Gustavo S. Requena

Current occupation
Ph.D. student in Ecology, Universidade de São Paulo, São Paulo, Brazil

Email
billy.requena [at] gmail.com

Birthday
December 06, 1983
 
 

Gustavo Requena, also known as Billy, was born in Sorocaba, São Paulo, Brazil. He completed a B.Sc. in Biology at the Universidade Estadual de Campinas (Unicamp) in 2004. Between 2003 and 2005, he studied the evolution of paternal care using the harvestman Iporangaia pustulosa as model organism to test the hypothesis of evolution of exclusive male care as a sexually selected trait. Using both field observations and experiments he demonstrated that most of the predictions of this hypothesis were supported and that paternal care in I. pustulosa seems to be a sexually selected behavior. Between 2006 and 2007, he studied the costs and benefits of male egg-guarding behavior in I. pustulosa for his master’s degree thesis at Universidade Federal de Uberlândia (UFU). He discovered that the paternal care in I. pustulosa increases offspring survival and that the benefits seem to be extraordinarily large in relation to exceptionally low costs to the caring males, since they did not present higher mortality than non-caring males nor loose mating opportunities while guarding the eggs. His Ph.D. thesis focus on the relationship between the potential reproductive rates of males and their efforts to assure the paternity of the offspring they will guard. He will investigate this question in three lineages of harvestmen in which paternal care has independently evolved. His thesis is co-directed by Dr. Diogo Meyer from the Instituto de Biociências, Universidade de São Paulo (USP), Brazil.

Papers by Requena:

Requena, G.S.; B.A. Buzatto & G. Machado. 2007. Habitat use, phenology, and gregariousness of the neotropical psocopteran Cerastipsocus sivorii (Psocoptera: Psocidae). Sociobiology, 49:197-214.
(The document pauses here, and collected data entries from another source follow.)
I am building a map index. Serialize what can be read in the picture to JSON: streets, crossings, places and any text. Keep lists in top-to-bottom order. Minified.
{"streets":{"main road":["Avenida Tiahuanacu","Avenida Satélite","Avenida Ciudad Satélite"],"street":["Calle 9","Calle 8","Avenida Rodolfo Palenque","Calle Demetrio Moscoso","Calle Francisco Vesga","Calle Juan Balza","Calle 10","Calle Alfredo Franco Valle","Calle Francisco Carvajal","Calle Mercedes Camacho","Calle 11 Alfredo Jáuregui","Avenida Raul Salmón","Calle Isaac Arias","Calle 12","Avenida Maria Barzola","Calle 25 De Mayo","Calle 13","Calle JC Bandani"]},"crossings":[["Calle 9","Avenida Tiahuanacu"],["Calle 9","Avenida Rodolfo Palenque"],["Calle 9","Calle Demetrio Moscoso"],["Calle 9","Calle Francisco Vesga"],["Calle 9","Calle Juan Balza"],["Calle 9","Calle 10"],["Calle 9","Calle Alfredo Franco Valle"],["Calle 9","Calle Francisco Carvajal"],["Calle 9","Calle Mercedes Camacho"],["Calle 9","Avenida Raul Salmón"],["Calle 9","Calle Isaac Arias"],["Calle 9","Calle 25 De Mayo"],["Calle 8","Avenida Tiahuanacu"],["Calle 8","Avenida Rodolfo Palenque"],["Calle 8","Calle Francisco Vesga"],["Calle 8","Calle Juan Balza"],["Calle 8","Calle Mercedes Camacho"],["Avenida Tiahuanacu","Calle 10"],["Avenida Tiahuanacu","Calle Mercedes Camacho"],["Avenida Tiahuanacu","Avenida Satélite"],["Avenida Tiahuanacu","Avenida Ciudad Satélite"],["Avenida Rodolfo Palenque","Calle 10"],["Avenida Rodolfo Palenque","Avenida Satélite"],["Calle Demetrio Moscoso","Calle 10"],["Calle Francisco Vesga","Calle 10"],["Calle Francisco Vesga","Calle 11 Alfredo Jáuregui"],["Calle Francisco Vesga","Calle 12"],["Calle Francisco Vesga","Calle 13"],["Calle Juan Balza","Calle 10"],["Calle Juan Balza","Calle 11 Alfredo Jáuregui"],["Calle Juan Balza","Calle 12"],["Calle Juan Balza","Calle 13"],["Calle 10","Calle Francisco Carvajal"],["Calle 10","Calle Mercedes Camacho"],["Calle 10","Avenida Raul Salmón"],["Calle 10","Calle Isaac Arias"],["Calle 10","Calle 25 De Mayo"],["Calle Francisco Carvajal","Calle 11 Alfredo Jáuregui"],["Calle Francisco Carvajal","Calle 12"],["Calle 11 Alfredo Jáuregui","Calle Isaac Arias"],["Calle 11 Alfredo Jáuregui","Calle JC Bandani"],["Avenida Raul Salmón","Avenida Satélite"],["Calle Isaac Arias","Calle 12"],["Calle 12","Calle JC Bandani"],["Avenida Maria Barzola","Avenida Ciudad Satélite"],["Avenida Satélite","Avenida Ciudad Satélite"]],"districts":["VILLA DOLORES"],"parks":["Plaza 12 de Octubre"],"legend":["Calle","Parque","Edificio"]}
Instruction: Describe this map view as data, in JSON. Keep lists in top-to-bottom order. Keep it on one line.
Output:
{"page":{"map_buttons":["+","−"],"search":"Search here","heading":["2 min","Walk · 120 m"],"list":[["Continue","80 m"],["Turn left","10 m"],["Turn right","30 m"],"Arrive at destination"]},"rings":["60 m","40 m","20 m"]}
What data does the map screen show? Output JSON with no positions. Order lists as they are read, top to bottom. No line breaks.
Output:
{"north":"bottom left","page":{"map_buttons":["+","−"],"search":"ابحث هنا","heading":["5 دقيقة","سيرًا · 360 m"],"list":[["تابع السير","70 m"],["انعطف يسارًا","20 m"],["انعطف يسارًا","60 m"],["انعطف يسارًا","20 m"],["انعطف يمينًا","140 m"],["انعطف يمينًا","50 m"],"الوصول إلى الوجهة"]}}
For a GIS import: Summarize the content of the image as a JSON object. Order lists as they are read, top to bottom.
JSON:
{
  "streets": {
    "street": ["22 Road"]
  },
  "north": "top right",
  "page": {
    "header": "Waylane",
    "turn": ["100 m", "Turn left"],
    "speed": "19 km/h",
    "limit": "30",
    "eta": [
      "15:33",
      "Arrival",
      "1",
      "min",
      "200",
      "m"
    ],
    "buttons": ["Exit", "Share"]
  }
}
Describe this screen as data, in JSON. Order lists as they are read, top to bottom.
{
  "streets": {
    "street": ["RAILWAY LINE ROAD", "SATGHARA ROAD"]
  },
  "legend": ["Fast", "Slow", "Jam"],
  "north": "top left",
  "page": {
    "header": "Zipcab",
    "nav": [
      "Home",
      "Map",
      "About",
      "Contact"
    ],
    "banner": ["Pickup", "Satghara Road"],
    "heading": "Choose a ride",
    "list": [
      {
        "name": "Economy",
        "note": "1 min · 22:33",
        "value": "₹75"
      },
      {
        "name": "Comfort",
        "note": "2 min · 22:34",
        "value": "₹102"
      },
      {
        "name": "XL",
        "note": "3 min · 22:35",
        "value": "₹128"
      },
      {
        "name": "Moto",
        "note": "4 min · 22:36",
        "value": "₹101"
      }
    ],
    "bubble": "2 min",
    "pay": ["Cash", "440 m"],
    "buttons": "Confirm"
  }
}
Buzatto, B.A.; G.S. Requena; E.G. Martins & G. Machado. 2007. Effects of maternal care on the lifetime reproductive success of females in a neotropical harvestman. Journal of Animal Ecology, 76: 937–945.

Machado, G.; G.S. Requena; B.A. Buzatto; F. Osses & L.M. Rossetto. 2004. Five new cases of paternal care in harvestmen (Arachnida: Opiliones): implications for the evolution of male guarding in the neotropical family Gonyleptidae. Sociobiology, 44: 577-598.